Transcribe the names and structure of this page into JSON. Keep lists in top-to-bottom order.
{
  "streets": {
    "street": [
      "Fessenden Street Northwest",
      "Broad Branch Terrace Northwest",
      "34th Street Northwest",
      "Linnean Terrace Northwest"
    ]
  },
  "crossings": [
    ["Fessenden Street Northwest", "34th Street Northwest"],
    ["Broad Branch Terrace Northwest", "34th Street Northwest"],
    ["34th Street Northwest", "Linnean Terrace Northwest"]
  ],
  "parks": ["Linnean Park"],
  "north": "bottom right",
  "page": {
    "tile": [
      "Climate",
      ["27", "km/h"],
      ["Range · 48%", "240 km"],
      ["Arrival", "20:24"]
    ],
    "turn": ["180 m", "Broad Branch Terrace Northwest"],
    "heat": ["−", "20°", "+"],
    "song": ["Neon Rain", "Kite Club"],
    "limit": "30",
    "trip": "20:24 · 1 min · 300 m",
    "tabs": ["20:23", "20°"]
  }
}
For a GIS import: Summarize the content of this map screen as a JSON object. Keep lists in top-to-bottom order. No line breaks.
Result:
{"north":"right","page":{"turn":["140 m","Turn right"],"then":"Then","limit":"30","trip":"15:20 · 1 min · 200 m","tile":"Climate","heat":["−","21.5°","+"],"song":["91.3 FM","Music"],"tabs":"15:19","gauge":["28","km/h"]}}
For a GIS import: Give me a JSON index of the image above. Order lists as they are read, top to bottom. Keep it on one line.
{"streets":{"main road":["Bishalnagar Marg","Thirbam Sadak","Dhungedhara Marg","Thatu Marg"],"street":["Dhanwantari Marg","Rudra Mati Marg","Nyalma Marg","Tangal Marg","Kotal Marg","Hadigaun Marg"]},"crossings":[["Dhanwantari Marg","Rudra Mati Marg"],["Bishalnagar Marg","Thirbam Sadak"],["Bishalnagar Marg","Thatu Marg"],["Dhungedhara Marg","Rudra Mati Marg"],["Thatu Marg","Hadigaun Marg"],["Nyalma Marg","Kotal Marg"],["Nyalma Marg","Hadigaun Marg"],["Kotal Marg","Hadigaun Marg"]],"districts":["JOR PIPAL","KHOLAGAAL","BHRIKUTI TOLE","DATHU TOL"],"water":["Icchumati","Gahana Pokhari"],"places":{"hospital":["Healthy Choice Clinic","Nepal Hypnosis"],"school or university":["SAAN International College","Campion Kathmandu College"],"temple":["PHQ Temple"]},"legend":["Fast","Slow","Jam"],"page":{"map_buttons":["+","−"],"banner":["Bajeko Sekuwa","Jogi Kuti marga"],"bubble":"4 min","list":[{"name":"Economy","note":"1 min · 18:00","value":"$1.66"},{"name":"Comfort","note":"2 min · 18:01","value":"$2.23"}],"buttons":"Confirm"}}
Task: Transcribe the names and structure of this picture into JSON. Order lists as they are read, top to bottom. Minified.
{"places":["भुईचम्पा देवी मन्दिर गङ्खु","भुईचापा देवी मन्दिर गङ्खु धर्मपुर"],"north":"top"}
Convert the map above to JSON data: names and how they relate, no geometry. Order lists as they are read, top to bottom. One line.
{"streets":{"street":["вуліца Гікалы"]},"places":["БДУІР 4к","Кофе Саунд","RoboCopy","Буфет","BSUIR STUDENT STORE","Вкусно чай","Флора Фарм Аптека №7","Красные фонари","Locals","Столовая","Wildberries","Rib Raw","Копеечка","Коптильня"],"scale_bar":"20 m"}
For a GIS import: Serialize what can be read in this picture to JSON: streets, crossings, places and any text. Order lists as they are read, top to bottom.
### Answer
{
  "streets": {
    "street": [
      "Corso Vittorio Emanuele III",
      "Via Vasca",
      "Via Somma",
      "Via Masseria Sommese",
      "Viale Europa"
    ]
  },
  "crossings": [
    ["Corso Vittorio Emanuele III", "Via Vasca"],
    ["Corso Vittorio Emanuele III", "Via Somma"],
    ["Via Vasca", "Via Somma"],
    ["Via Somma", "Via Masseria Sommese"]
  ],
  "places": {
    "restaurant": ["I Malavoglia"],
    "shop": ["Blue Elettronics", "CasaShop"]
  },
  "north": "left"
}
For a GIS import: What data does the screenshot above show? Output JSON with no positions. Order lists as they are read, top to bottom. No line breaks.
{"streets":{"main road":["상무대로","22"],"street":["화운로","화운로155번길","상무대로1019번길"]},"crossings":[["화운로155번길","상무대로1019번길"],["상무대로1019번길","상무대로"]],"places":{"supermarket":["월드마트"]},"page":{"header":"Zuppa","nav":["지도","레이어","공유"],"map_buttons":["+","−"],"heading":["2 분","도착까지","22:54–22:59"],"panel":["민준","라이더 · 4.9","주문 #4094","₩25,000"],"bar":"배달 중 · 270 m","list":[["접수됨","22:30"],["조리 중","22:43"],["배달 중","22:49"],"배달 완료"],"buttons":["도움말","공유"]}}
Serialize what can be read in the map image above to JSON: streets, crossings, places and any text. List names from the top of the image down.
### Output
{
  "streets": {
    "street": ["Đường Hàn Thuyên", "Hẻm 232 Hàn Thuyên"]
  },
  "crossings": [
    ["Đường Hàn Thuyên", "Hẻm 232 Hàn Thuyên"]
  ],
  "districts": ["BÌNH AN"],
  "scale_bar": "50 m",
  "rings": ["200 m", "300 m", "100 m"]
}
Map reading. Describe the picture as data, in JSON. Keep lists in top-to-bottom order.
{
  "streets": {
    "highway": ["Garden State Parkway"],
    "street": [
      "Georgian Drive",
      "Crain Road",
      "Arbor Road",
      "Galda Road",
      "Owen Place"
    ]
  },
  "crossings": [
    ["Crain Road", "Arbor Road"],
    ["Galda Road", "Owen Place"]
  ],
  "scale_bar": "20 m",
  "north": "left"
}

**********

Pick every line containing the word "Serialize" out of the material, and copy those lines.

For a GIS import: Serialize what can be read in this picture to JSON: streets, crossings, places and any text. Order lists as they are read, top to bottom.
Serialize what can be read in the map image above to JSON: streets, crossings, places and any text. List names from the top of the image down.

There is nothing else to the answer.